When I realized I could potentially have five mornings a week with just Dinah to care for – three of those mornings being for almost a four hour chunk of time – I felt a huge amount of relief and excitement. Then I felt guilt for having those feelings. I should feel sad about missing out on time spent with my son during this sweet stage when he’s so young and I could actually have him home to spend time with. But here’s the thing: it isn’t sweet anymore. It’s frustrating and exhausting. I love my son dearly, but our relationship has really been struggling as I find myself metaphorically beating my head against a wall trying to work through all these behaviors and challenges with him. We’re not doing a lot of the sweet things I would like to be doing with him (arts and crafts, building block towers and train tracks, reading stories, etc) because what those activities actually turn into is me repeatedly telling him to “stop eating glue and crayons, take the scissors out of your mouth, don’t throw the blocks, stop jumping off the couch you’re going to land on your baby sister and hurt her, do you need to go potty? Go use the potty before you have another accident.” Ad nauseum. Plus the repetitive scripting mentioned above. It. Is. Exhausting. We never actually get to the fun stuff because I spend all my time and energy trying to rein in his destructive and potentially harmful behaviors.
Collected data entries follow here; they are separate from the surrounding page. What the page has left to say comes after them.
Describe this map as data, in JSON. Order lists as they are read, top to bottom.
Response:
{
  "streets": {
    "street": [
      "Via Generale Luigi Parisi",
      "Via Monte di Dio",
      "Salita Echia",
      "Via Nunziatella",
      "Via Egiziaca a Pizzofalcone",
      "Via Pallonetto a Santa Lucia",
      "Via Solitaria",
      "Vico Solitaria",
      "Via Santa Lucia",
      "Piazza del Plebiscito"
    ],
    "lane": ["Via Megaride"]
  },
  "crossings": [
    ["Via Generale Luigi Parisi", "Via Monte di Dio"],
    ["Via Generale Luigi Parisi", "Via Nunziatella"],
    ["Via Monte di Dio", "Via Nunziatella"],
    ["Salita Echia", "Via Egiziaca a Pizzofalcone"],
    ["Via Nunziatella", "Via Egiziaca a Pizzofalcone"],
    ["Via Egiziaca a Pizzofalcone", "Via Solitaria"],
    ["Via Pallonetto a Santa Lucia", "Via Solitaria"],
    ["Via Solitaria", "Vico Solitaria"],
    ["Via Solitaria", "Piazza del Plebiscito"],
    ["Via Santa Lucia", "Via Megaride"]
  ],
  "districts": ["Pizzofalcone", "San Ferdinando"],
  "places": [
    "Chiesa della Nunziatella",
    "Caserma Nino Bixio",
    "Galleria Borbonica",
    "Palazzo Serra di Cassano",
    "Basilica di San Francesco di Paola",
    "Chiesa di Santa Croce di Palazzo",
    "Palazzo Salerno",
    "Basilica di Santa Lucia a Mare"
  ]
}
And I just can’t keep doing it all day, every day, by myself with no break. A couple weeks ago I hit a breaking point. I felt completely overwhelmed, I was utterly exhausted from waking up all night with Dinah, and I felt like I just wanted to cry all the time from the sheer weight of it all and never getting a break. So yes. I feel relief at the idea of Alden going to this preschool. Not only for the time apart we will get (which I think will actually help our relationship, and help me to be a better mom to him) but also for the help I know he’ll be getting while he’s there. The help he really needs that I just can’t give him on my own. And in this season of giving thanks, I am very thankful for that.